* [RECORDED INFORMATION]:
---+---

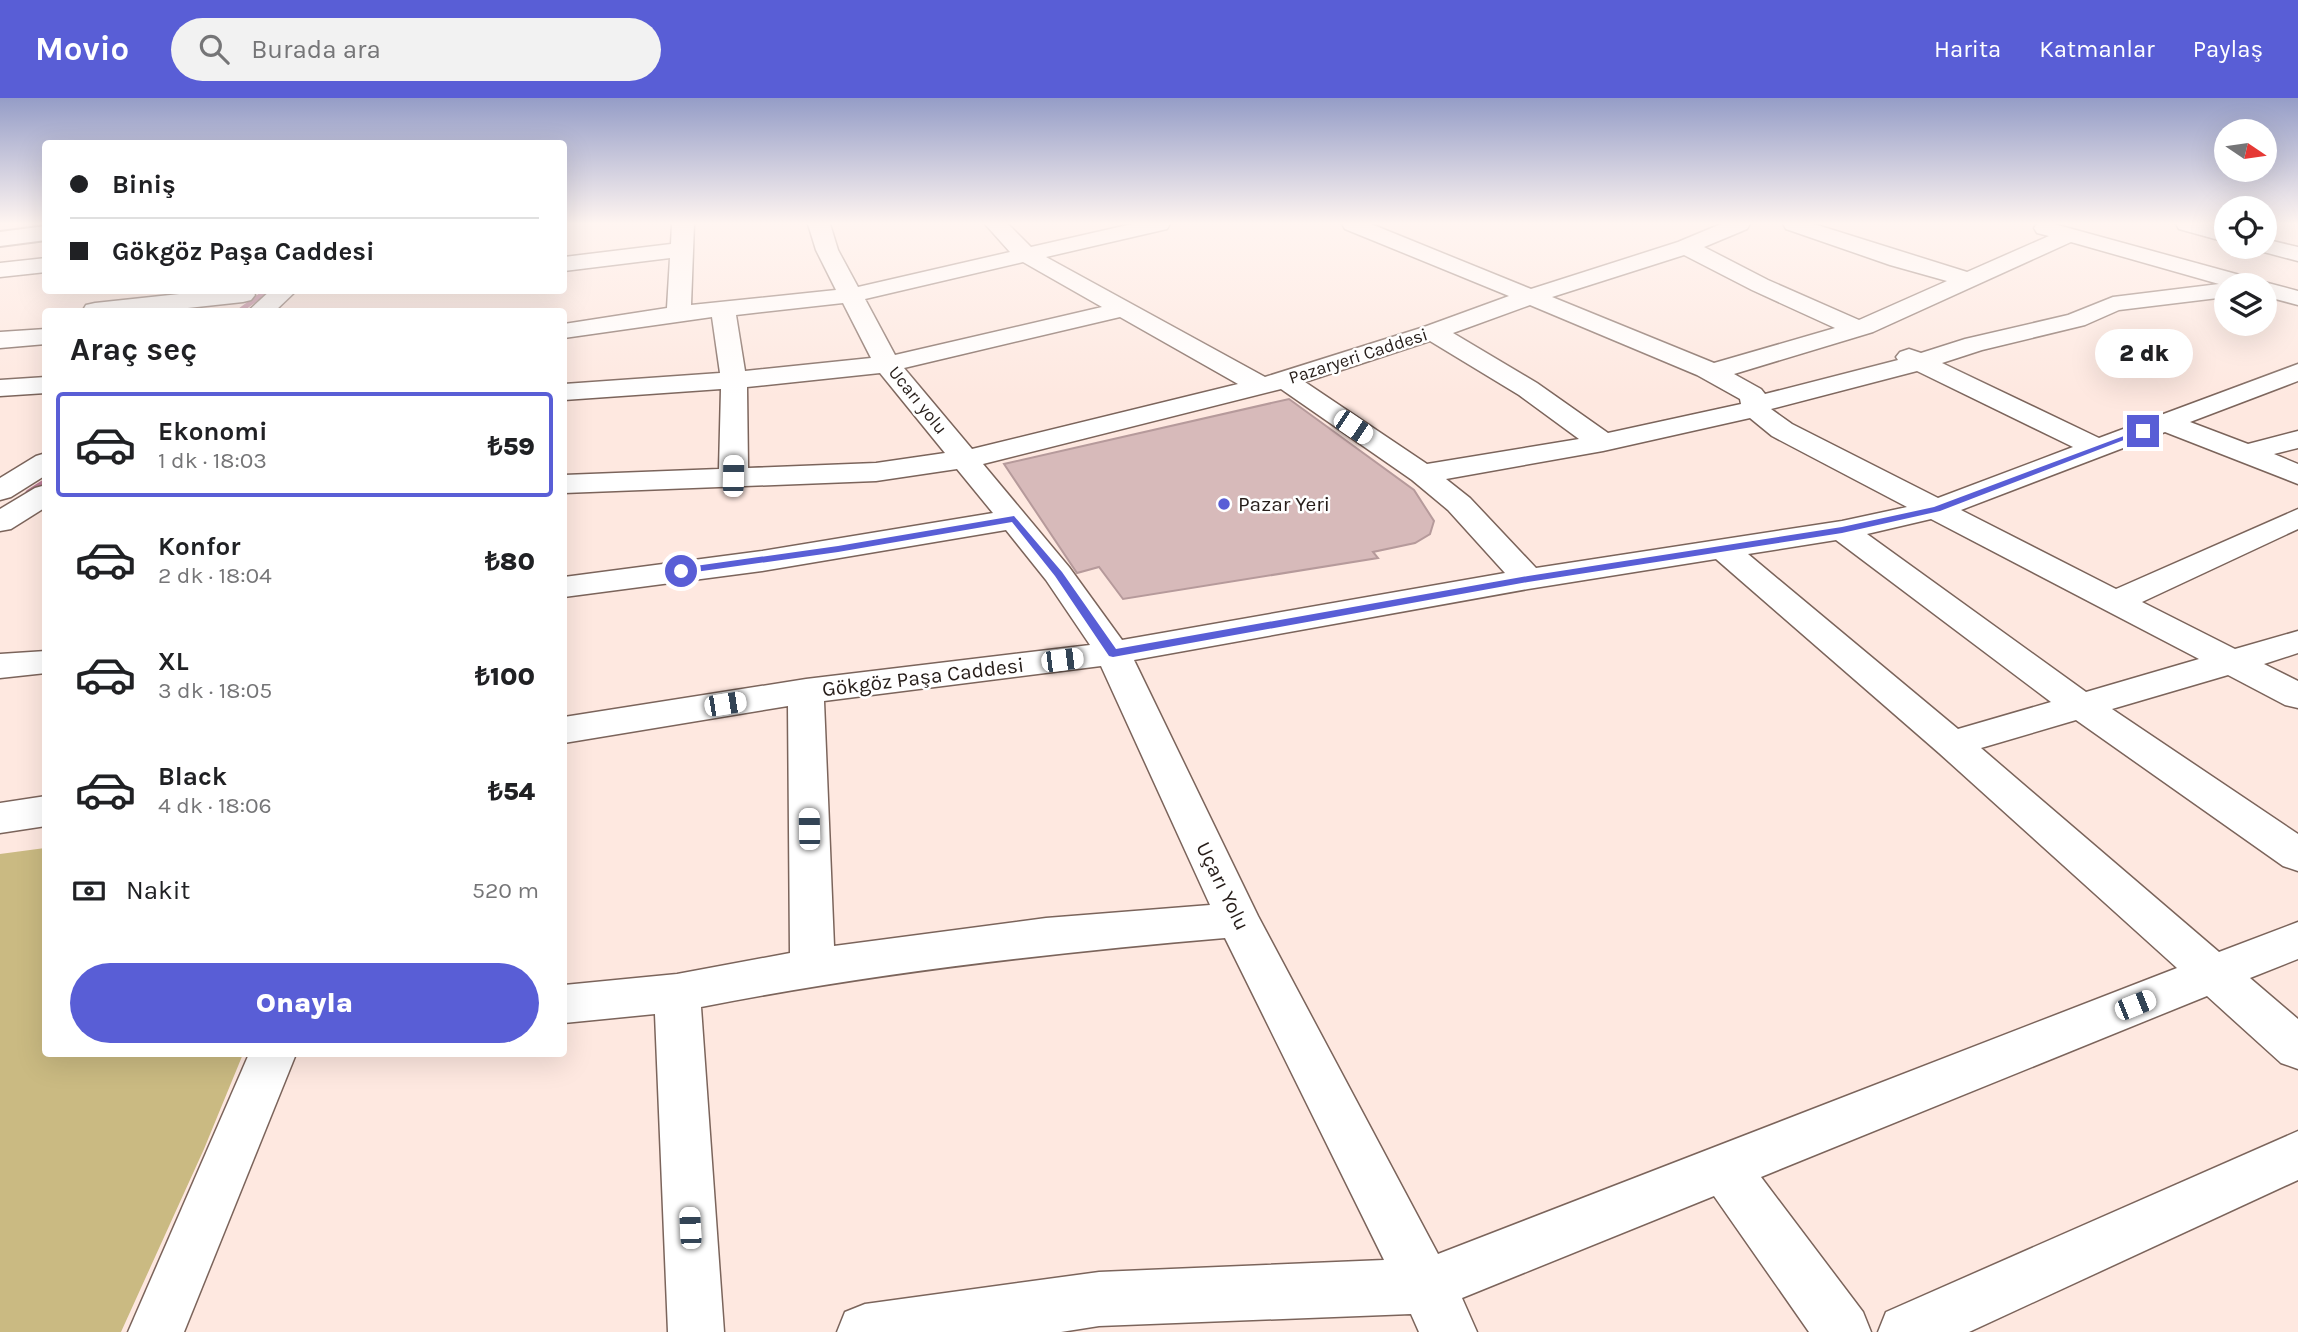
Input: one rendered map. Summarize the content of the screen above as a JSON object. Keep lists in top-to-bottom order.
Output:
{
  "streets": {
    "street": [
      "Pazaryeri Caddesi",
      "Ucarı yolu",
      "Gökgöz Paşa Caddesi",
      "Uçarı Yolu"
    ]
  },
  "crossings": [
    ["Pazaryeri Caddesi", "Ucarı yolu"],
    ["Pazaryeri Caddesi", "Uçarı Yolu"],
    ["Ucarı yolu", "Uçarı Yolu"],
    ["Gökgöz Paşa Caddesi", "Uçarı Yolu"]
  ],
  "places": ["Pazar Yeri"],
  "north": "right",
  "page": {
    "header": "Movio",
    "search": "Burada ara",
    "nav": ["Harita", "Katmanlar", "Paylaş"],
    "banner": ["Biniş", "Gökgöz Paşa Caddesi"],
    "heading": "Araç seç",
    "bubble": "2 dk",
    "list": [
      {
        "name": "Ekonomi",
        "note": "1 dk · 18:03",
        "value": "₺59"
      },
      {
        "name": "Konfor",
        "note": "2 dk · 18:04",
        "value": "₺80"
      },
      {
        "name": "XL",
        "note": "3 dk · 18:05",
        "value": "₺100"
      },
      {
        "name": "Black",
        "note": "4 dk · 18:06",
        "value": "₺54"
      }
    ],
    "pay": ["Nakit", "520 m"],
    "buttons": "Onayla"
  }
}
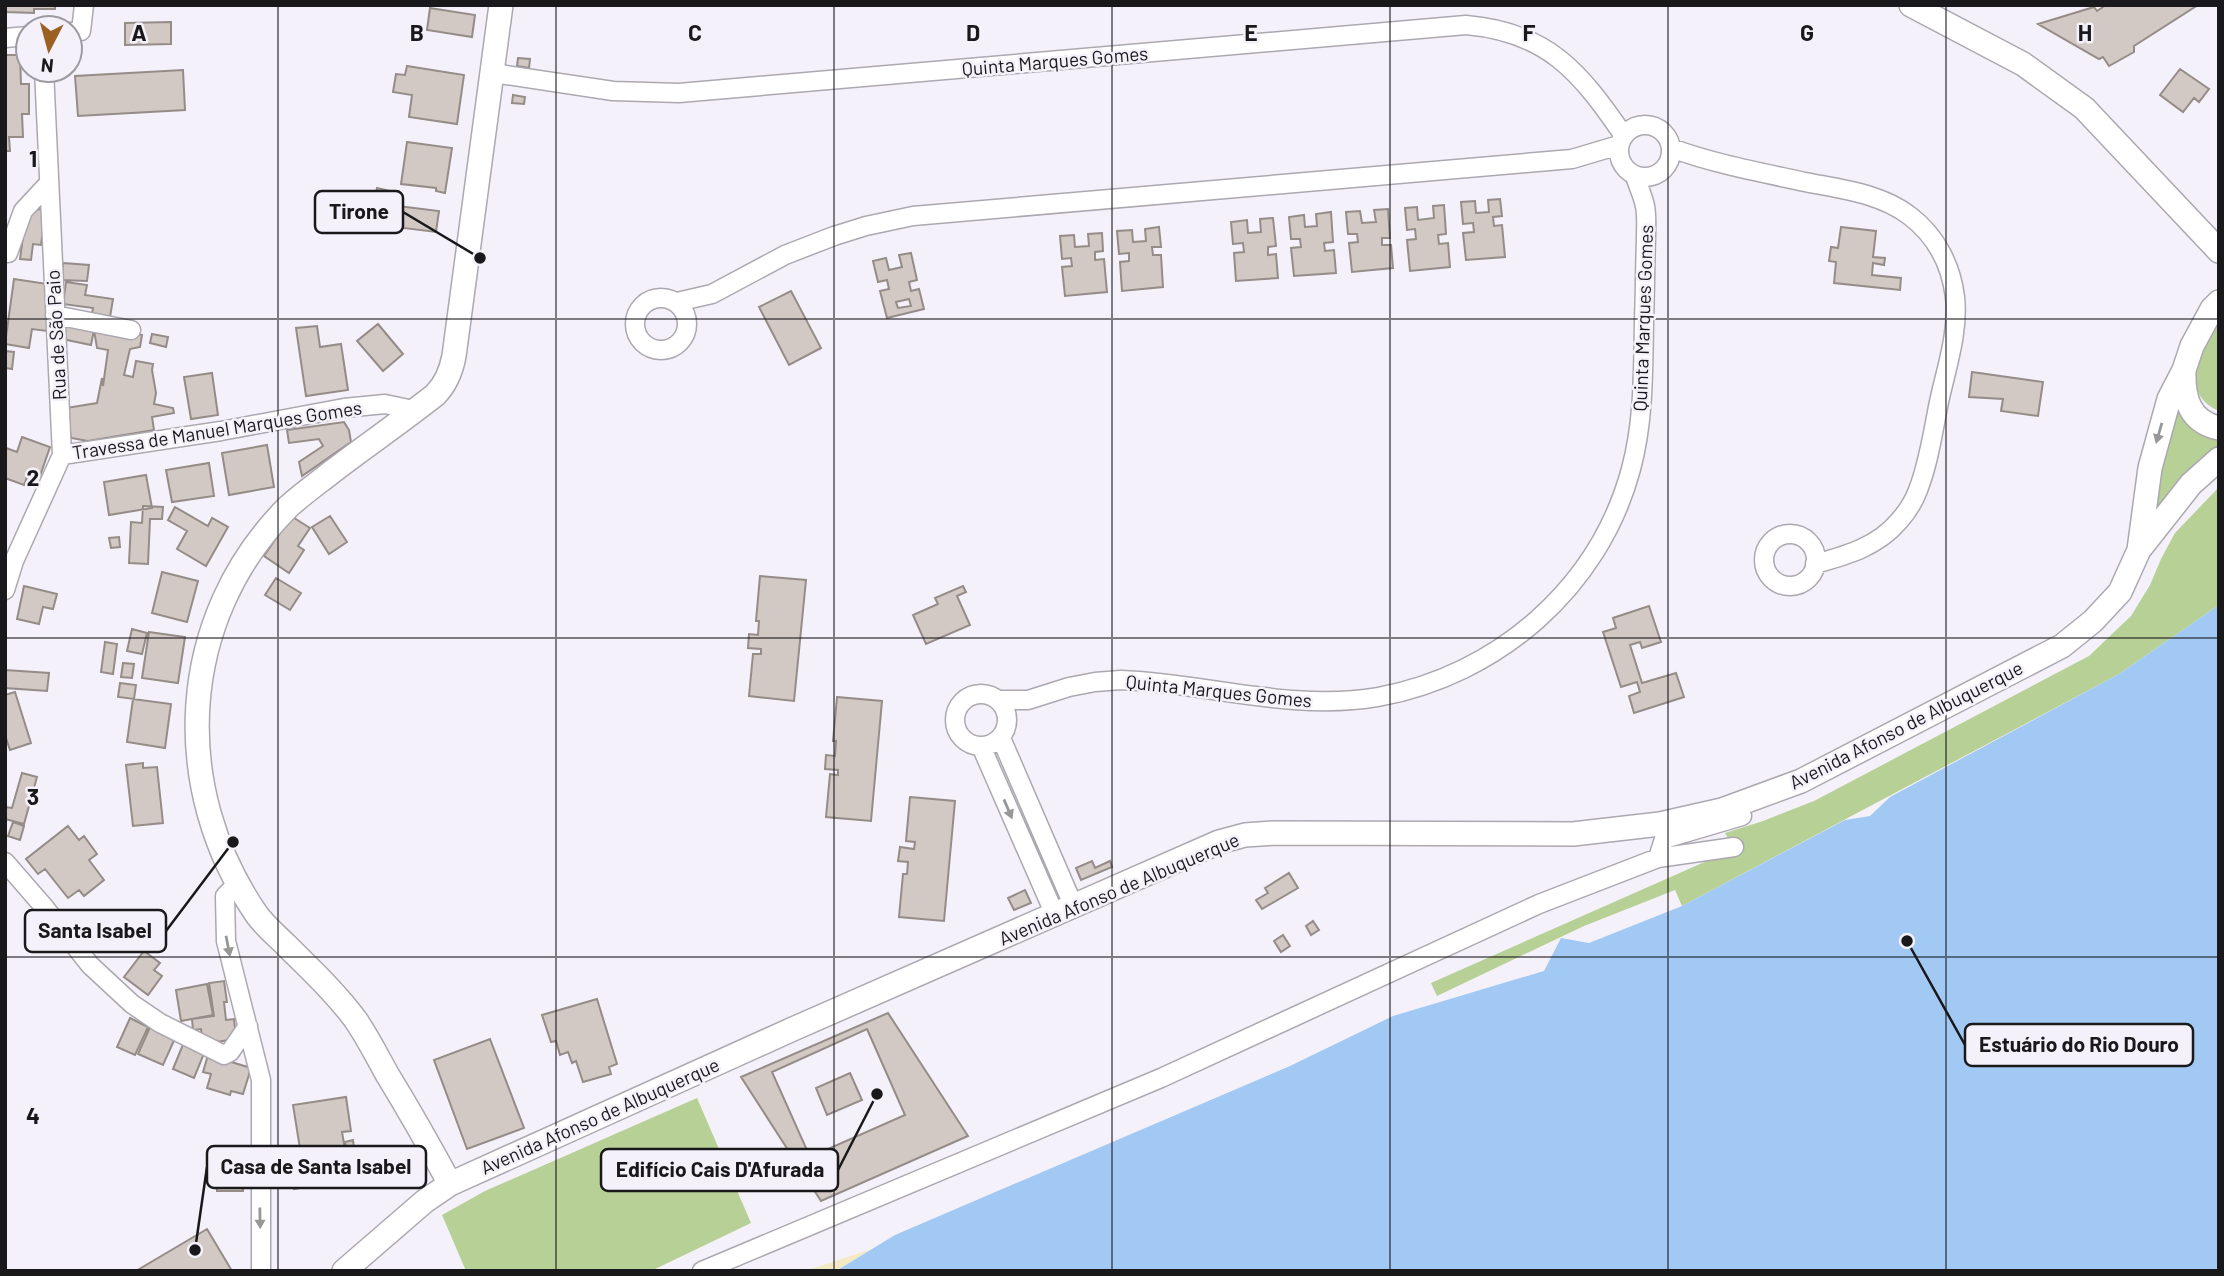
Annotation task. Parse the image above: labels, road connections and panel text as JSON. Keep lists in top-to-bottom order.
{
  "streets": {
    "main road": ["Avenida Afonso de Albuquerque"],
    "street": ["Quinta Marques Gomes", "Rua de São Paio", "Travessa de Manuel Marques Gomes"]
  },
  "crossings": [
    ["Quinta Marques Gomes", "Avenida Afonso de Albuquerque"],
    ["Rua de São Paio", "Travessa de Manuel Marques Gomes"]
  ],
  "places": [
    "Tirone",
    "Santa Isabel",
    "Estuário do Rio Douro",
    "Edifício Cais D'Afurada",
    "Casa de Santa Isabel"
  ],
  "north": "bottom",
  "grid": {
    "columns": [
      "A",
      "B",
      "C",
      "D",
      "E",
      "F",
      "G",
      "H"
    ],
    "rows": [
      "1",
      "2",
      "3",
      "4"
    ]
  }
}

---+---

* [HOW TO COMPLETE THIS TASK]: Out of the material above, select every line that holds the string "Ucarı".

* [TASK ANSWER]:
      "Ucarı yolu",
    ["Pazaryeri Caddesi", "Ucarı yolu"],
    ["Ucarı yolu", "Uçarı Yolu"],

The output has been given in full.